One movement that seems to have influenced Isaac Newton was Rosicrucianism. The Rosicrucian movement caused a lot of interest in the European scholarly community during the early seventeenth century. When Newton encountered it, there was less sensationalism and it influenced his alchemical work and philosophical thought.
The Rosicrucian belief that some are chosen for their ability to communicate with angels or spirits fit into both Newton’s alchemy and his religious beliefs.
Rosicrucians also claimed to have the ability to live forever through the use of the elixir vitae and they claimed they could produce gold from the use of The Philosopher’s Stone, which they further claimed to have in their possession.
Like Newton, the Rosicrucians were deeply religious, avowedly Christian, anti-Catholic, and highly politicized.
At the time of his death, Isaac Newton had 169 books remaining on the topic of alchemy in his personal library which was considered one of the finest alchemical libraries in the world. He had a heavily annotated personal copies of “The Fame and Confession of the Fraternity R.C.” by Thomas Vaughan (which represents an English translation of The Rosicrucian Manifestos) and other alchemical classics.
Evidence that Newton was a Freemason is less evident, but he is often identified as being a member of several early Masonic Lodges including the Grand Lodge of England. There are few records of early Freemasonry but the modern structure of the organization was partly established during Newton’s lifetime in and around London.
Newton was a member of The Royal Society and many Royal Society members have been identified as early Freemasons.
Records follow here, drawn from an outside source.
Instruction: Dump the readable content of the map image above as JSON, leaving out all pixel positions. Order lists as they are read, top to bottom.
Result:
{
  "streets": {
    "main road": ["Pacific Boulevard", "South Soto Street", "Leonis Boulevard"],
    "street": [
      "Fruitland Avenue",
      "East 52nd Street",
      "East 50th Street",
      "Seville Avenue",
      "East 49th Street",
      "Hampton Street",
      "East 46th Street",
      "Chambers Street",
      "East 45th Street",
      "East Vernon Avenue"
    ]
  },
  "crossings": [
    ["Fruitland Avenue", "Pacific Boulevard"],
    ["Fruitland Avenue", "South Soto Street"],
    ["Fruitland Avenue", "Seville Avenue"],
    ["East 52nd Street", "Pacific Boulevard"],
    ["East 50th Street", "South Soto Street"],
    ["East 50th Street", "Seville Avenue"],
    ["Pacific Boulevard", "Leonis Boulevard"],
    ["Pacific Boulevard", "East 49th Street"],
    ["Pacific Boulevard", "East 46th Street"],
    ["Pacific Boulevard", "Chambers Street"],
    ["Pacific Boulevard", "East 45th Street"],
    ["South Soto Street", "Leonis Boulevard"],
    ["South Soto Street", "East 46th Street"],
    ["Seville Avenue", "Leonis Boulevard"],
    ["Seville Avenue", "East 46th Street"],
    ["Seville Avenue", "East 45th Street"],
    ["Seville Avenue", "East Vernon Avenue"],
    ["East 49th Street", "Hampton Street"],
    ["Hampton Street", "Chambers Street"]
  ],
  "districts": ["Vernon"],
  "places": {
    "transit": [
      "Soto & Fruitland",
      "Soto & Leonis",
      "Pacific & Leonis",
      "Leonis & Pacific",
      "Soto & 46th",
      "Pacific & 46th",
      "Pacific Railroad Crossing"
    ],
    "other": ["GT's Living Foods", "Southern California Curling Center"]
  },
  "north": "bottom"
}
It is clear that Newton was deeply interested in architecture, sacred geometry, and the structure of the Temple of Solomon – subjects that also interested Freemasons.
It would be fun to believe that Newton actually a Grand Master of the Priory of Sion. But the Priory itself seems to be mythical. This path is more like the Holy Blood and the Holy Grail of a novel like The Da Vinci Code. Isaac Newton’s membership in the Priory actually does play a role in Dan Brown‘s book as one of the plot puzzles. The “tomb of a knight a pope interred” refers not to a medieval knight, but rather to Newton’s tomb in Westminster Abbey, because Newton was eulogized by Alexander Pope (A. Pope but not the Catholic Pope).